Hold Me Tight and Tango Me Home


It is a rare accomplishment that a writer can illuminate a subculture-of-interest without sounding either dweeb-ish or exclusionary, or invoking an us versus them hipness. Author Mary Finn, a freelance and travel writer, shows both journalistic economy in crafting her sentences and the lyrical painting of her scenes in so pleasant a balance that I wanted her book to transform itself into two or three times as many pages.

Finn comes to Tango as her marriage crumbles from spousal infidelity and in the perfect storm of the emotional upheaval that follows. It is in this one oft renewed tradition of dance that she learns to open herself to trust, to feel beyond the personal wounds. She meets people in the safe place of shared interest and though she sees the bumps, edges, and quirks it is not a rosy vision, but an attitude that leads her to the path of simple acceptance of people as they are, for what they can do, as the facets of this dance unfolds for her.

There is the physical learning of movements that are not in her everyday repertoire, attitudes and fashion that describe the social aspects of it, and she explores the history of its origin as well as it's waxing and waning over time in different societies. She sketches Its roots in the 19th century and the manias of discovery, transformation, and re-discovery, grounding it in the body as her sensuous kinesthesia awakens and appreciation of Tango's aesthetics grows. Finn gives us other dancers and samples their reasons to dance.

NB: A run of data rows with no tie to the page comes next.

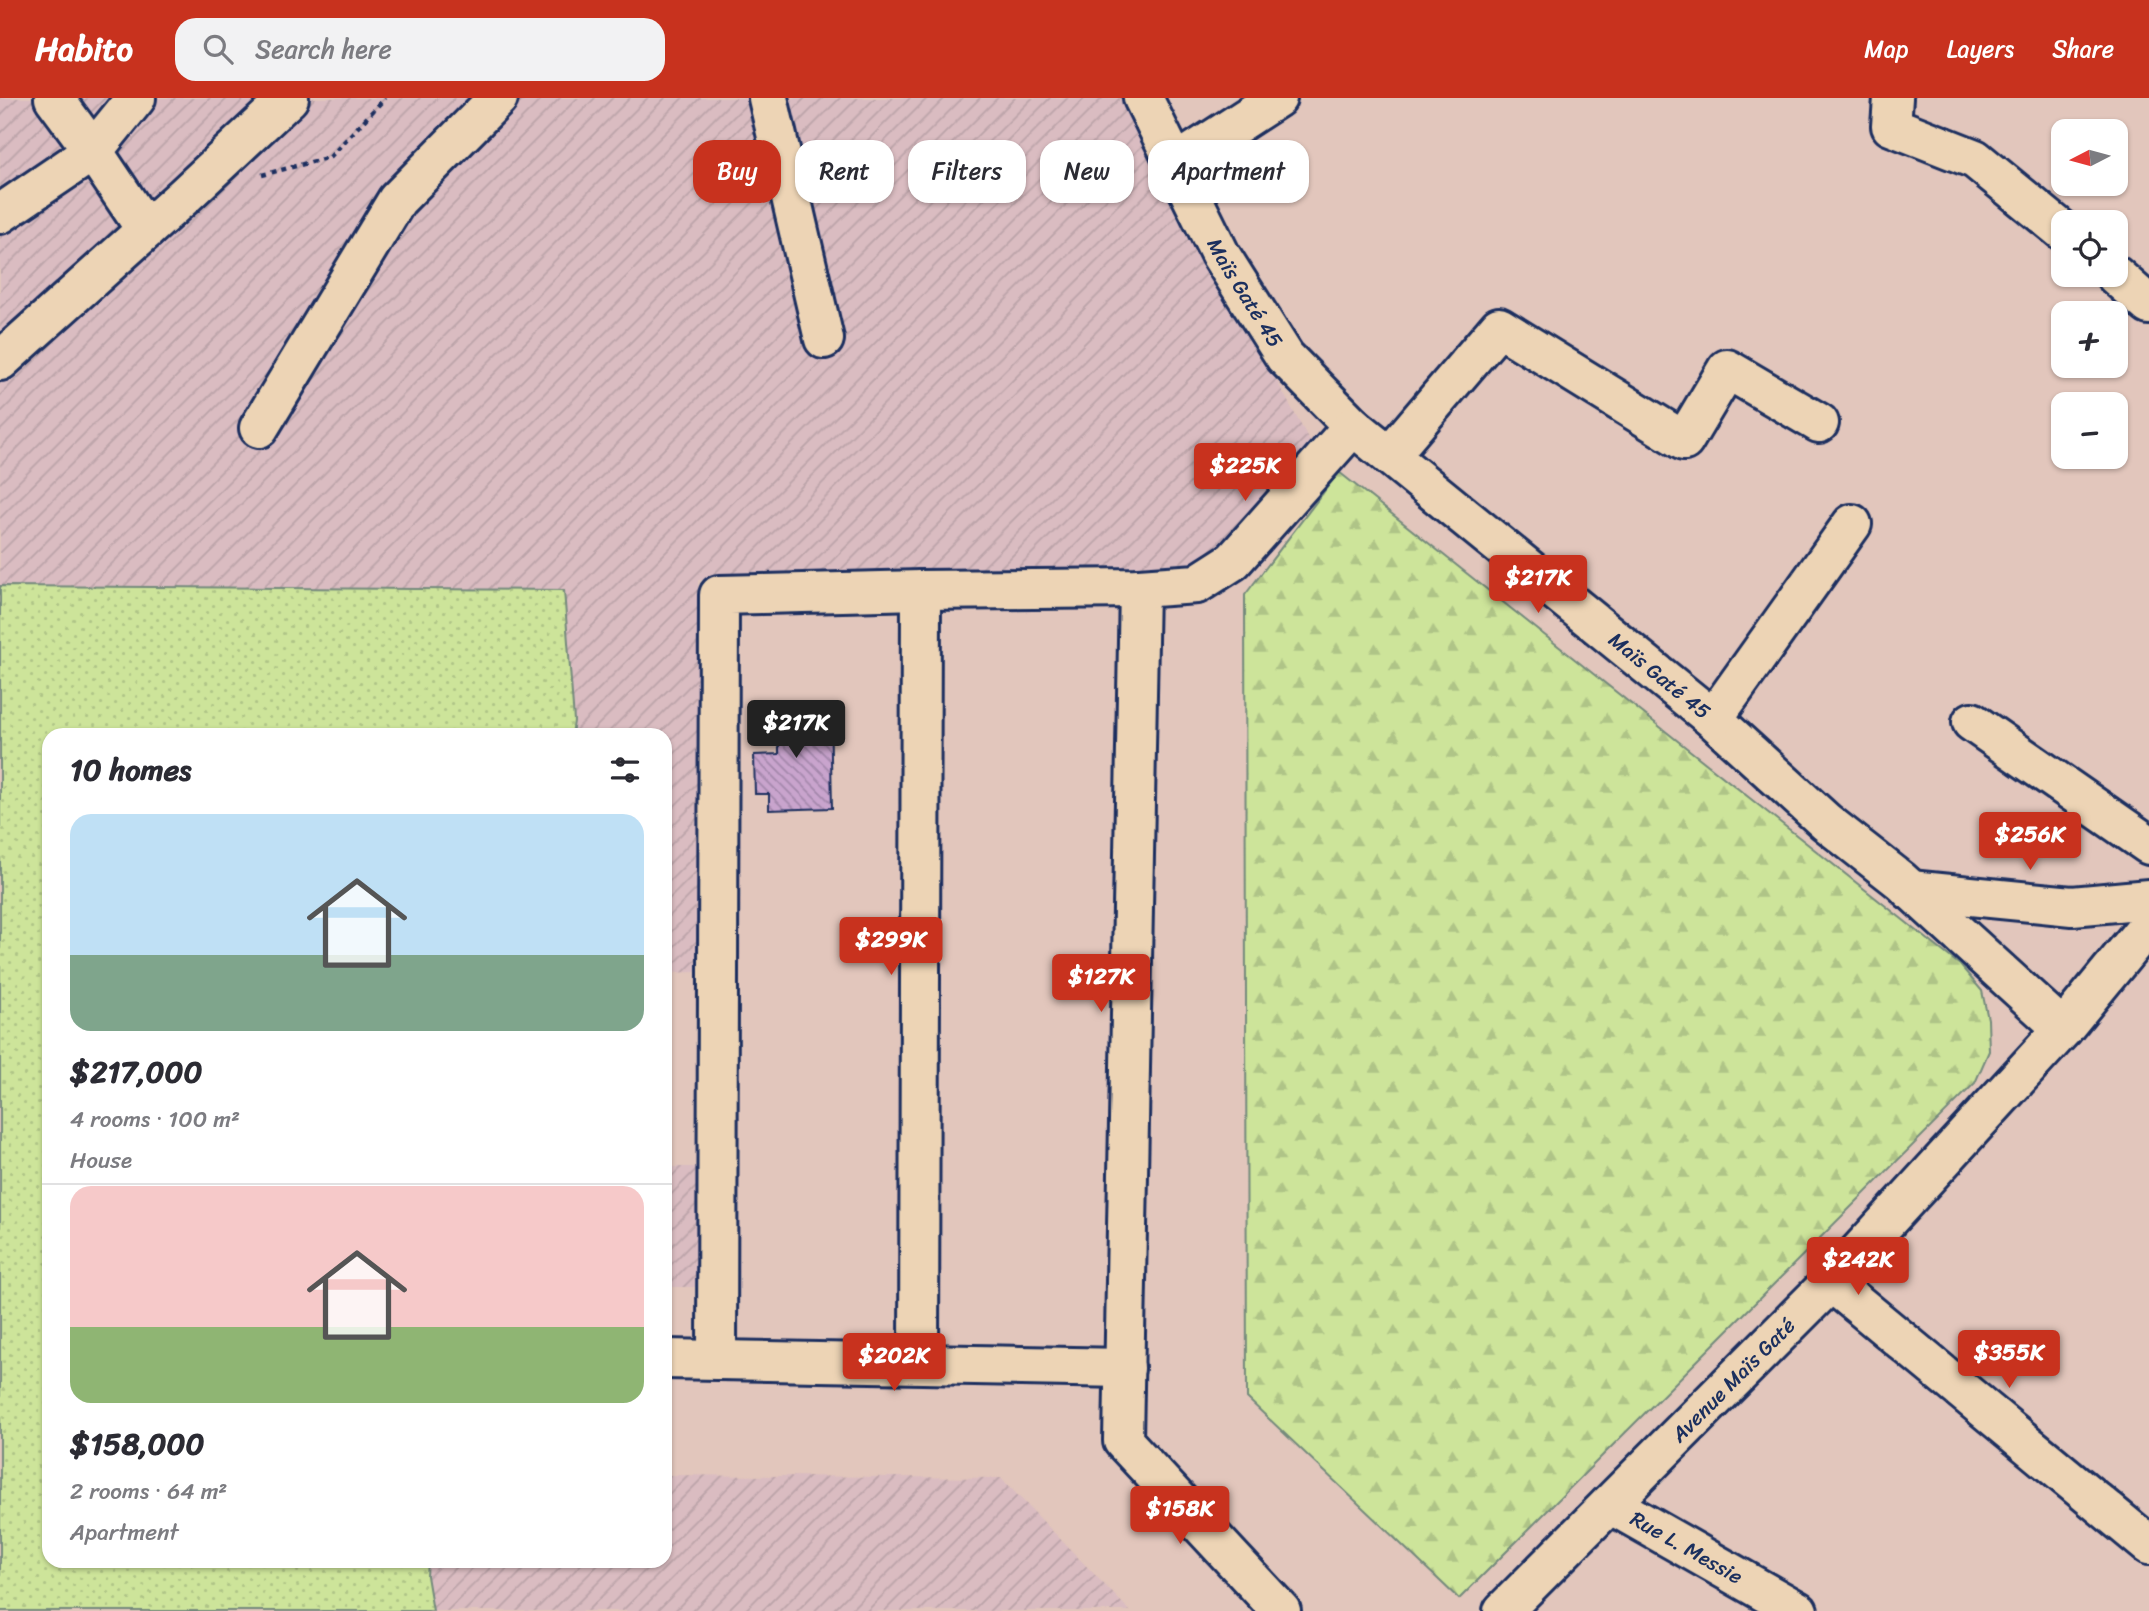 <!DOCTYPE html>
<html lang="en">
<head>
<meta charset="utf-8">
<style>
  :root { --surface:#fff; --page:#f2f2f3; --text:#2b2b33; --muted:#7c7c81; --line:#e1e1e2; --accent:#c8321e }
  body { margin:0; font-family:Sriracha,sans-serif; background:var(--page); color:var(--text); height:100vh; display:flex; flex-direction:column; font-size:26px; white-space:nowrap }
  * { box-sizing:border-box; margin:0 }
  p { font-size:23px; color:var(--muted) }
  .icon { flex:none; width:38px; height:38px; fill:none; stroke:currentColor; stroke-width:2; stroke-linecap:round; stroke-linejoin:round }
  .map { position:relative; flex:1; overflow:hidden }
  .drawer { position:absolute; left:42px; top:630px; width:630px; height:840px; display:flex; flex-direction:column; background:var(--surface); border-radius:21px; box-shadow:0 2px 5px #0004 }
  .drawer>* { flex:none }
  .guide { position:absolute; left:693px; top:42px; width:665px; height:63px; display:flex; gap:14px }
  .needle { width:46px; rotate:264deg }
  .fabs { position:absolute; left:2051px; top:21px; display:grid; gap:14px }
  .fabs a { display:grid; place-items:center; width:77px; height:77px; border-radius:14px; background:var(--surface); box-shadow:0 2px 5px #0004; font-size:35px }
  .price { position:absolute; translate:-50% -60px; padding:0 16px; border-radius:7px; background:var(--accent); color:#fff; font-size:23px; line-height:46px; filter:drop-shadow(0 2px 4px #0008) }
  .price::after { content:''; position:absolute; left:50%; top:42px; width:21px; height:16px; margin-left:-10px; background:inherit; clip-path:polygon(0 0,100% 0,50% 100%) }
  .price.active { background:#222; color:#fff }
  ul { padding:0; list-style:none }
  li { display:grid; align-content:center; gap:14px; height:371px; padding:0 28px }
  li+li { border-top:2px solid var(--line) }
  li span { display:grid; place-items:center; height:217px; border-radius:21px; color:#555 }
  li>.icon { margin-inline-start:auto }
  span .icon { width:126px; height:126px; fill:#fffc; stroke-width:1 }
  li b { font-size:30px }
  h2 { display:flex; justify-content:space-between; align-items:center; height:84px; padding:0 28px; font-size:30px }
  .tag { padding:0 24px; border-radius:21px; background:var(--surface); box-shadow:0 2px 5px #0004; font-size:24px; line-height:63px }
  .tag.active { background:var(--accent); color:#fff }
  header { display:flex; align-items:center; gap:42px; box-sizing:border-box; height:98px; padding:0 35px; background:var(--accent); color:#fff }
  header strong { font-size:33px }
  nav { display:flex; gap:38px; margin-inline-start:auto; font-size:24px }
  .search { width:490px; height:63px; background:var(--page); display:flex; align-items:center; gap:18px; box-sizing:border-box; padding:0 24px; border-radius:21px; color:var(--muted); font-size:26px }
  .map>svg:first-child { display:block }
</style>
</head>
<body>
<header>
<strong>Habito</strong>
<div class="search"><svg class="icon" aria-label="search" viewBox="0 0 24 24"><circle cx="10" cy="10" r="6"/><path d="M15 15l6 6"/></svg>Search here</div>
<nav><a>Map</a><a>Layers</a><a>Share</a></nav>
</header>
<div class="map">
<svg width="2149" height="1513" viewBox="0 0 2149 1513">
  <defs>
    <pattern id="industrial-furrows" width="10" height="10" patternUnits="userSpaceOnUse" patternTransform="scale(1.75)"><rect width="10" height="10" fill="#dabcc1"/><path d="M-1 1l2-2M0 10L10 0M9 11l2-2" fill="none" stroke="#baa2a8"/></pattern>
    <pattern id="grass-dots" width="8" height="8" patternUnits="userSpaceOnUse" patternTransform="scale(1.75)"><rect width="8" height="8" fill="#cde49a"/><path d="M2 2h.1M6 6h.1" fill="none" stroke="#afc487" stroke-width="1.8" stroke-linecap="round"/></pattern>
    <pattern id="forest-firs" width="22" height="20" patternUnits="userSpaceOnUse" patternTransform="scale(1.75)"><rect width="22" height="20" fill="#cde49a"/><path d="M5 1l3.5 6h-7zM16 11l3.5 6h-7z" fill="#afc487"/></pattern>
    <pattern id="building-back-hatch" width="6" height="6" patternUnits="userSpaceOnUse" patternTransform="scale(1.75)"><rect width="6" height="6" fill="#c9a4cd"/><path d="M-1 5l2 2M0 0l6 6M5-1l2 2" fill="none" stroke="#a286aa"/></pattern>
  </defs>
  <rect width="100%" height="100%" fill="#e2c6bc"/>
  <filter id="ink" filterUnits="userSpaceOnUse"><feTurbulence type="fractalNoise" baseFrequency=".0143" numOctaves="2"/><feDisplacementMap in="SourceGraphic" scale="14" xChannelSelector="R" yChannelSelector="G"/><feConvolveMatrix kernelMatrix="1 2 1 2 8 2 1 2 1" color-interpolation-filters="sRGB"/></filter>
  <g filter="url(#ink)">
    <path fill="url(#industrial-furrows)" d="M 0,0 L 1121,0 L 1312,347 L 1214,468 L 698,482 L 698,874 L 665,875 L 665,637 L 572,637 L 574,622 L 563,492 L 0,488 Z
      M 665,1069 L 697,1069 L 699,1189 L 665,1189 Z
      M 665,1377 L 1001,1380 L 1130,1513 L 433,1513 L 427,1478 L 428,1463 L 665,1463 Z"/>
    <path fill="url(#grass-dots)" stroke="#748a7c" stroke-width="2" d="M 0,488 L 564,492 L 574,623 L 572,637 L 49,637 L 49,1463 L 428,1463 L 427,1478 L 433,1513 L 0,1513 Z"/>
    <path fill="url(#forest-firs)" stroke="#748a7c" stroke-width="2" d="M 1339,374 L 1960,867 L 1982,893 L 1988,921 L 1989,953 L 1975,985 L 1459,1501 L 1247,1300 L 1245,497 Z"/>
    <path fill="url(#building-back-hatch)" stroke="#1b2f5e" stroke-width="2" d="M 830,609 L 832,710 L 769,712 L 769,696 L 755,696 L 754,657 L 779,656 L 779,645 L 759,646 L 759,624 L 775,624 L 774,611 Z"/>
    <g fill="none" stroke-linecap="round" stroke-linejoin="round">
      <g stroke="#1b2f5e" stroke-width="44">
        <g id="minor">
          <path d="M 54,0 L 93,53 L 146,132"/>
          <path d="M 768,0 L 824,241"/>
          <path id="s1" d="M 1143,0 L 1220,156 L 1285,259 L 1353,328 L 1713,621 L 1826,724 L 1900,782 L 2063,931"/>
          <path d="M 1893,0 L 1891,28 L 1975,61 L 2063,133"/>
          <path d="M 1177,65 L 1277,0"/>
          <path d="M 0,116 L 93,53 L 136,0"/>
          <path d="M 2115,177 L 2149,207"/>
          <path d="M 0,263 L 184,98 L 289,0"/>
          <path d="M 259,330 L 397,102 L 498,0"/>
          <path d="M 1390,357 L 1499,229 L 1684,343 L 1727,271 L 1819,325"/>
          <path d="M 1139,490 L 1123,1343 L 1281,1513"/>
          <path d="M 1713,621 L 1852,426"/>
          <path d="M 1972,624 L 2149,747"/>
          <path d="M 1910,792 L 2072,808 L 2149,801"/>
          <path d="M 1831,1184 L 2149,1447"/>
          <path d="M 665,1261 L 1125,1270"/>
          <path d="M 717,1262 L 719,497 L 921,492 L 1139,490 L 1197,486 L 1233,463 L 1353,328"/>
          <path d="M 919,1265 L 921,492"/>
          <path id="s2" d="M 1610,1406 L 1798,1513"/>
          <path id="s3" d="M 1503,1513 L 1831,1184 L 2063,931 L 2149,826"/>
        </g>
      </g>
      <path stroke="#1b2f5e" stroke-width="4.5" stroke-dasharray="5 5" stroke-linecap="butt" d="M 262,77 L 330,59 L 385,0"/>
      <use href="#minor" stroke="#edd4b5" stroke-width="38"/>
    </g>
  </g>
  <g text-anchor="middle" stroke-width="6" stroke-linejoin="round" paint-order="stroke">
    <g font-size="21" fill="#1b2f5e" stroke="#edd4b5">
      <text dy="7" stroke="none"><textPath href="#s1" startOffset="220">Maïs Gaté 45</textPath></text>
      <text dy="7" stroke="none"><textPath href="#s1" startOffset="788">Maïs Gaté 45</textPath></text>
      <text dy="7" stroke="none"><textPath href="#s3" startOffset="326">Avenue Maïs Gaté</textPath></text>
      <text dy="7" stroke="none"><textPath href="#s2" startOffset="88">Rue L. Messie</textPath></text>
    </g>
  </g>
</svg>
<div class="fabs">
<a><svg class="needle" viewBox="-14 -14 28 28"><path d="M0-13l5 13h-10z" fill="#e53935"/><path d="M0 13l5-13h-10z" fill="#7c7c81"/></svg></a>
<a><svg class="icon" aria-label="locate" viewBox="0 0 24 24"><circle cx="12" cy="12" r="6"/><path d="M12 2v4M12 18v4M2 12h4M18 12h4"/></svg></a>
<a>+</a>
<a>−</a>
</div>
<b class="price" style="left:1245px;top:405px">$225K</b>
<b class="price" style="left:1538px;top:517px">$217K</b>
<b class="price active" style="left:796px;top:662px">$217K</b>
<b class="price" style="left:2030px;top:774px">$256K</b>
<b class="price" style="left:891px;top:879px">$299K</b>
<b class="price" style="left:1101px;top:916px">$127K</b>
<b class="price" style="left:1858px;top:1199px">$242K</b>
<b class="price" style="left:2009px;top:1292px">$355K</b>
<b class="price" style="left:894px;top:1295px">$202K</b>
<b class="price" style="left:1180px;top:1448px">$158K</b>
<div class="guide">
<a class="tag active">Buy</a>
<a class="tag">Rent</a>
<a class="tag">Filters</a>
<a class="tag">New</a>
<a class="tag">Apartment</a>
</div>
<section class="drawer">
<h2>10 homes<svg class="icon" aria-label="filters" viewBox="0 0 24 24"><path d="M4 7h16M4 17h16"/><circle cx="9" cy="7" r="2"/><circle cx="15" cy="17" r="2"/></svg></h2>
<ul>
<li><span style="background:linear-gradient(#bfe0f5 65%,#7fa58c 0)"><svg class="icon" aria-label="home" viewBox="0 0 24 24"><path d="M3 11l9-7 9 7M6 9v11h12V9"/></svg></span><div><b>$217,000</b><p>4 rooms · 100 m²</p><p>House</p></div></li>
<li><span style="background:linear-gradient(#f6c9c9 65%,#8fb573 0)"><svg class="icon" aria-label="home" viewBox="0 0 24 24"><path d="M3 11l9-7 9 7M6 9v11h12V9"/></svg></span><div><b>$158,000</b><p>2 rooms · 64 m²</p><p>Apartment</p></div></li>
</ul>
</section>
</div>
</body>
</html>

In Buenos Aires she observes the cultural ecology of "tangueros," their diversity on Tango's home ground, and wastes no time throwing herself into a variety of different lessons, practices, and social dances, at this original Tango buffet. She truly conveys the passion of this dance without attempting conversion, but in a way that shares the beauty of a secret, a glimpse behind the curtain, then unconscious smile and the reader will want more.